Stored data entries
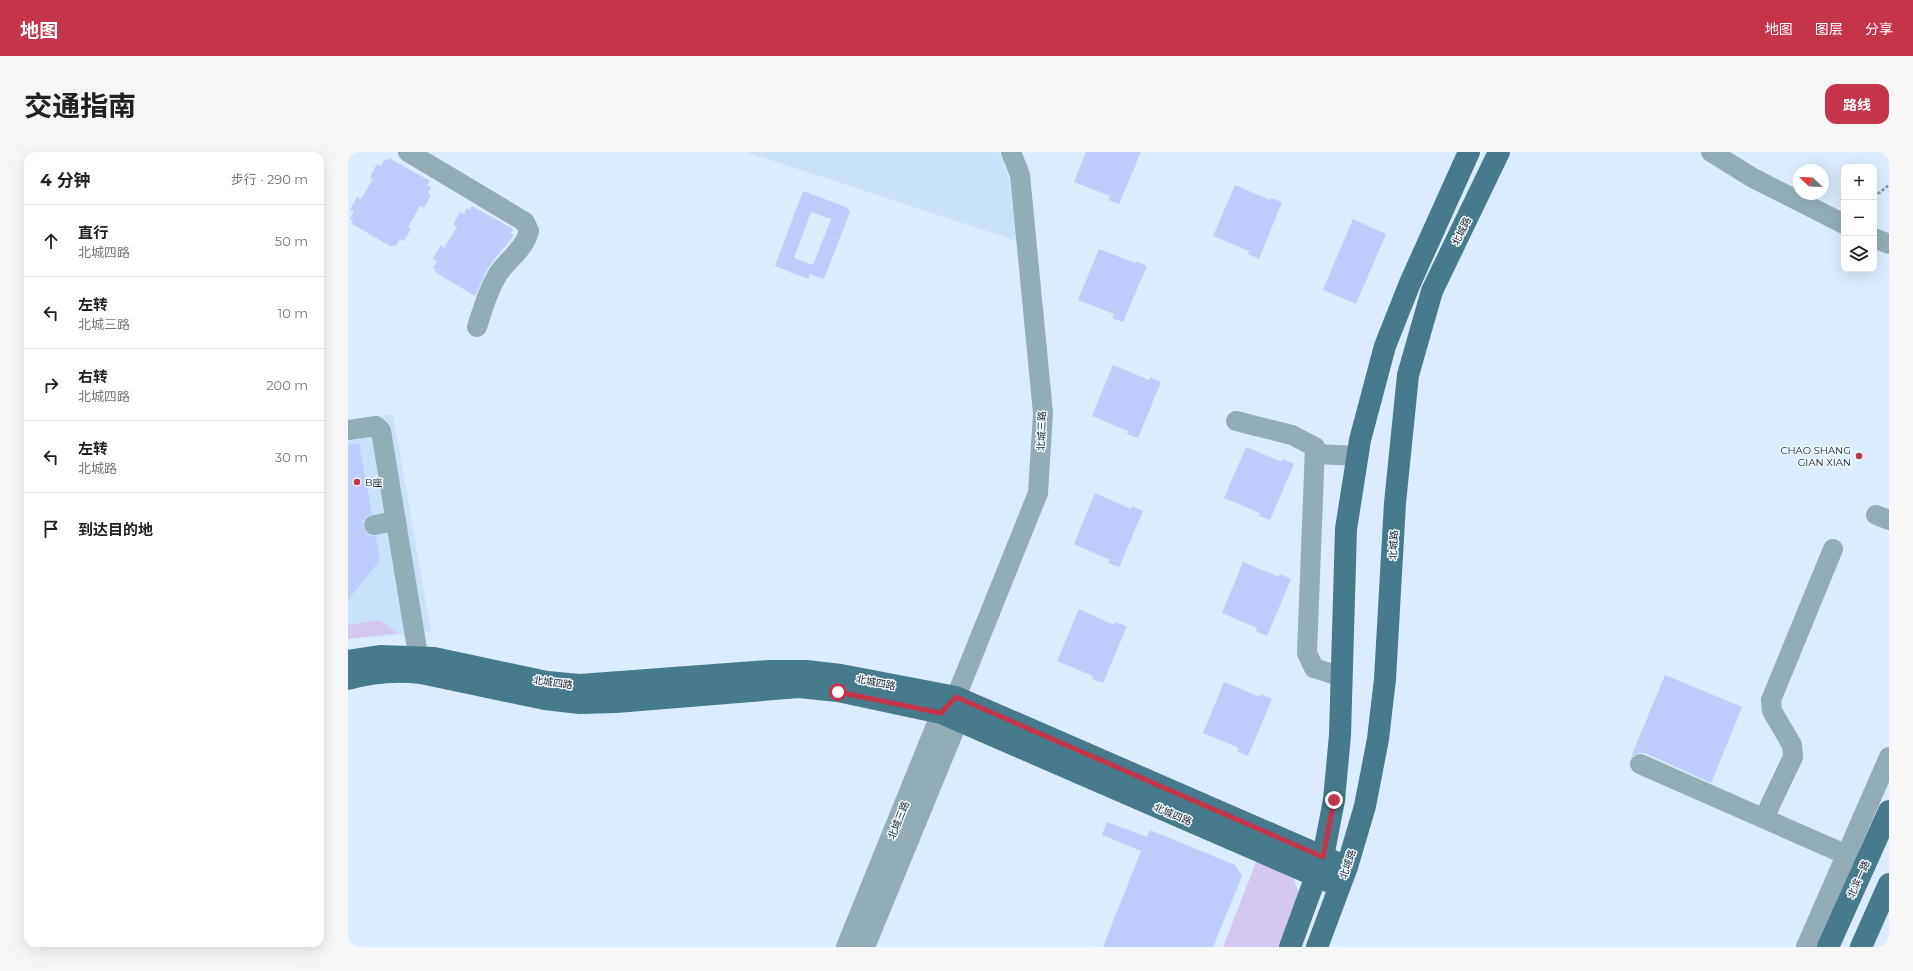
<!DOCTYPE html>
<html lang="zh">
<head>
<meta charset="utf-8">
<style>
  :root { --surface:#fff; --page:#f6f6f6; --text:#202124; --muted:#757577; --line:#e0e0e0; --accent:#c4344b }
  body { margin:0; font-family:Montserrat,"Noto Sans SC",sans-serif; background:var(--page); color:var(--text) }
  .controls { position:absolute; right:12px; top:12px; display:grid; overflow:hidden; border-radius:8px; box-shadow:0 4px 16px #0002 }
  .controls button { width:36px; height:36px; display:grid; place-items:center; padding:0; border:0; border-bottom:1px solid var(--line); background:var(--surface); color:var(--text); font:20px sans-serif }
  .compass { position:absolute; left:1445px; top:12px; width:36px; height:36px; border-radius:50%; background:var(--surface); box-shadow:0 4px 16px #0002; rotate:293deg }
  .stop { position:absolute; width:12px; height:12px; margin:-9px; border:3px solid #c4344b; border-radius:50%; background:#fff }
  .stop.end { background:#c4344b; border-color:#fff; box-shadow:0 1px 4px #0008 }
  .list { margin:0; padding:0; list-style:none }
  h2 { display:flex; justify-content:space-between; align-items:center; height:52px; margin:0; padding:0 16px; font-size:17px }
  h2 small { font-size:13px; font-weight:400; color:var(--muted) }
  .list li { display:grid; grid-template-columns:26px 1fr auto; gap:12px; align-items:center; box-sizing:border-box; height:72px; padding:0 16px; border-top:1px solid var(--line) }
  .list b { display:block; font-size:15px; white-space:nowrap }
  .list p { margin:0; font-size:13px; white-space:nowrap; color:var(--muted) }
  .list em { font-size:13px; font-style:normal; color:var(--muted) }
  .icon { flex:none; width:22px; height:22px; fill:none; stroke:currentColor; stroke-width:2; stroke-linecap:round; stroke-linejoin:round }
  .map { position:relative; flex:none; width:1541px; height:795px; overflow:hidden; border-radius:12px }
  header { display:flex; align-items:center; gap:24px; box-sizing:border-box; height:56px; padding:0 20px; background:var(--accent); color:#fff }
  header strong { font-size:19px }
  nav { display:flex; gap:22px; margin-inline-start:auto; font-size:14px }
  .intro { display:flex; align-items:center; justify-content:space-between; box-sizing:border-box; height:96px; padding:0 24px }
  h1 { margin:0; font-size:28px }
  .button { padding:10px 18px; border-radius:12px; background:var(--accent); color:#fff; font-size:14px; font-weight:700 }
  main { display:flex; gap:24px; padding:0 24px }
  aside { flex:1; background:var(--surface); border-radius:12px; box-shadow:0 4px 16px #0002 }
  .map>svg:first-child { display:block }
  .built { fill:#cae2f9 }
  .green { fill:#d4c8f1 }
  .building { fill:#bfcdfe; fill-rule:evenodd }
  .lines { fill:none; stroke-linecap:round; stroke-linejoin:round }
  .path { stroke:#7f8c97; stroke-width:2.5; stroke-dasharray:3 2; stroke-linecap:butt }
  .minor { stroke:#93adb6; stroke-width:20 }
  .major { stroke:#477a8a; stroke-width:22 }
  .route { stroke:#c4344b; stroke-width:5 }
  .poi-dot { fill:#c4344b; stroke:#f0f8ff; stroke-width:1.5 }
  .labels { text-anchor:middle; stroke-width:3; stroke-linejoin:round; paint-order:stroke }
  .street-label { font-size:10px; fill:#1c2329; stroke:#f0f8ff }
  .poi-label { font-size:10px; fill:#1c2329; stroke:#f0f8ff; text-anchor:end }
</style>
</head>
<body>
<header>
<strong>地图</strong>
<nav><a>地图</a><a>图层</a><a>分享</a></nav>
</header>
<div class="intro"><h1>交通指南</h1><a class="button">路线</a></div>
<main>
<aside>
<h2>4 分钟<small>步行 · 290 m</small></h2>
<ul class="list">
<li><svg class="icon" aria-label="ahead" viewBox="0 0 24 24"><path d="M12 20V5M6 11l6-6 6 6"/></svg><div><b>直行</b><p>北城四路</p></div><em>50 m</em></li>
<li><svg class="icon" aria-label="left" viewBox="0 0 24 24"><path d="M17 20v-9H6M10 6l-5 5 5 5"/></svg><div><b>左转</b><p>北城三路</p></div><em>10 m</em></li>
<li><svg class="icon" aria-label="right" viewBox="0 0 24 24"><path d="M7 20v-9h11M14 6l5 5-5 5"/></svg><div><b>右转</b><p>北城四路</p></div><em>200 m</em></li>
<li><svg class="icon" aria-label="left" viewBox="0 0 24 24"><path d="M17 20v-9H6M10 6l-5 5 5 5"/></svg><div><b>左转</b><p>北城路</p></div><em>30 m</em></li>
<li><svg class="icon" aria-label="arrive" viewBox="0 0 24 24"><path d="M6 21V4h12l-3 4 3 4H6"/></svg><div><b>到达目的地</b></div></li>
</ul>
</aside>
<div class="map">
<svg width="1541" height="795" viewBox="0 0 1541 795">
  <rect width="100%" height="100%" fill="#daecfd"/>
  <!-- built -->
  <g class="built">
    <polygon points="398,0 650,0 655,7 662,31 669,89"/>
    <polygon points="45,262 83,480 0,487 0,271"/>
  </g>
  <!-- green -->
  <g class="green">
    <polygon points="31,468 50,481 0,487 0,473"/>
    <polygon points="909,708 944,721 951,742 930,795 875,795"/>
  </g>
  <!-- building -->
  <g class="building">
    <polygon points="738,0 793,0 771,52 760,48 762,44 726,30"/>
    <polygon points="41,6 82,29 79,33 83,35 80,41 83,43 76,56 72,54 60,75 63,76 56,89 52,87 48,94 46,93 44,95 4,72 5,69 2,67 6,60 2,58 9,45 13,47 25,27 22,25 29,12 33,14 36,8 39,9"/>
    <polygon points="887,33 922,48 923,46 934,50 911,107 900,102 901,99 865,84"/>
    <path d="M455,39L498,55L502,60L476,127L462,122L460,127L427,114ZM463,60L483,67L465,113L446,106Z"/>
    <polygon points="124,54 165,77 163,81 166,83 140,116 127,144 87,120 88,117 85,116 89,109 85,106 93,93 96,96 109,75 105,73 112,60 116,62 119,56 122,58"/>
    <polygon points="1005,67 1038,82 1008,152 975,138"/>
    <polygon points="751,97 787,111 788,109 799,114 775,170 764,166 766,162 730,148"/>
    <polygon points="765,213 801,228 802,225 813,230 790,286 779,282 780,279 744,264"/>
    <polygon points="11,291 24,362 18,365 15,369 15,375 18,381 23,384 28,384 32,408 0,448 0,293"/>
    <polygon points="898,295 934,310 935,307 946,312 922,368 911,364 912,361 876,346"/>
    <polygon points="747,341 783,357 784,354 795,359 771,415 760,411 762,408 726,392"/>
    <polygon points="895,410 931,425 932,422 943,427 919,484 908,479 909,476 874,461"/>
    <polygon points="731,457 766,473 767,470 779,474 755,531 744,527 745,524 709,509"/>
    <polygon points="1317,523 1394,555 1363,631 1297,601 1290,601 1283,605"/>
    <polygon points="876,530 912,545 913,542 924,547 900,604 889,599 891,596 855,581"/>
    <polygon points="759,670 799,685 802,678 887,713 894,724 865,795 755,795 793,699 754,683"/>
  </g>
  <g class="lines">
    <!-- path -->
    <polyline class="path" points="1526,45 1541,33"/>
    <!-- minor -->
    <g class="minor">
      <path d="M60,0L177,70L181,79C176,98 161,106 150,122C140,139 135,156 129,175"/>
      <polyline points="1363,0 1405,26 1496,72"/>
      <polyline points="1526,86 1541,92"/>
      <polyline points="888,269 944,283 967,295 959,501 966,516 994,525"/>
      <polyline points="0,278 28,274 33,279 73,521"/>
      <polyline points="968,302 1010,304"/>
      <polyline points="1528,363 1541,368"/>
      <polyline points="26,373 48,369"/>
      <polyline points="1292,612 1517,711"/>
      <polyline points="1416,666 1445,605 1444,593 1424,559 1423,548 1485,397"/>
      <polyline points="498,795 593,561 608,545 690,341 695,261 672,23 663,0"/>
      <polyline points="517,795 610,569 609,553"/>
      <polyline points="1458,795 1541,605"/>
    </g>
    <!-- major -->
    <g class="major">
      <polyline points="0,509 32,504 86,506 199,530 232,533 421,519 458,519 493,523 608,545 999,715"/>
      <path d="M0,527C24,520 48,518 73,521L197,547L232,551L268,550L451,535L490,539L593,561L991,734"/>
      <polyline points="942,795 975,705 986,648 992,583 998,377 1012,288 1037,194 1062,131 1121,0"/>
      <polyline points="969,795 999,715 1017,654 1030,587 1037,527 1047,351 1060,223 1084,139 1151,0"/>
      <polyline points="1480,795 1541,659"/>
      <polyline points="1513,795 1541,732"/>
    </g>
  </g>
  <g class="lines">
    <!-- route -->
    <polyline class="route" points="490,540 593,561 608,545 975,705 986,648"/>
  </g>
  <!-- markers -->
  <g class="poi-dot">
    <circle cx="1511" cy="304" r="4"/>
    <circle cx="9" cy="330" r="4"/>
  </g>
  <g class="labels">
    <!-- street labels -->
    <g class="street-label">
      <text transform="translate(1113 79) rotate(-64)" y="4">北城路</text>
      <text transform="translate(693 279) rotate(-88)" y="4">北城三路</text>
      <text transform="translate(1045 393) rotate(-87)" y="4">北城路</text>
      <text transform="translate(205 530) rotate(8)" y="4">北城四路</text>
      <text transform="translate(528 530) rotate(11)" y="4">北城四路</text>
      <text transform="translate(825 662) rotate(23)" y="4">北城四路</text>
      <text transform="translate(550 668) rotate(-68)" y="4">北城三路</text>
      <text transform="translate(999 712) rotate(-71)" y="4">北城路</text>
      <text transform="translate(1510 727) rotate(-66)" y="4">北滨一路</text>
    </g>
    <!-- poi labels -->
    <g class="poi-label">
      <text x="1503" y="302">CHAO SHANG<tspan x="1503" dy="12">GIAN XIAN</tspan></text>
      <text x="17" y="334" text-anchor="start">B座</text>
    </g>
  </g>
</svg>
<div class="controls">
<button>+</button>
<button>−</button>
<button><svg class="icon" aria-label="layers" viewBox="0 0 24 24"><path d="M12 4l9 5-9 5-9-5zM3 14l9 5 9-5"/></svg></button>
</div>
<svg class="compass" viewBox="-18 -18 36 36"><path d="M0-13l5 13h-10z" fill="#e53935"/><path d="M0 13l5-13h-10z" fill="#757577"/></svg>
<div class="stop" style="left:490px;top:540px"></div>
<div class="stop end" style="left:986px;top:648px"></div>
</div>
</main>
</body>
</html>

• [Problem] Nothing but a number belongs in the answer, namely how many lines above include "serif".

• [Answer to this exercise] 2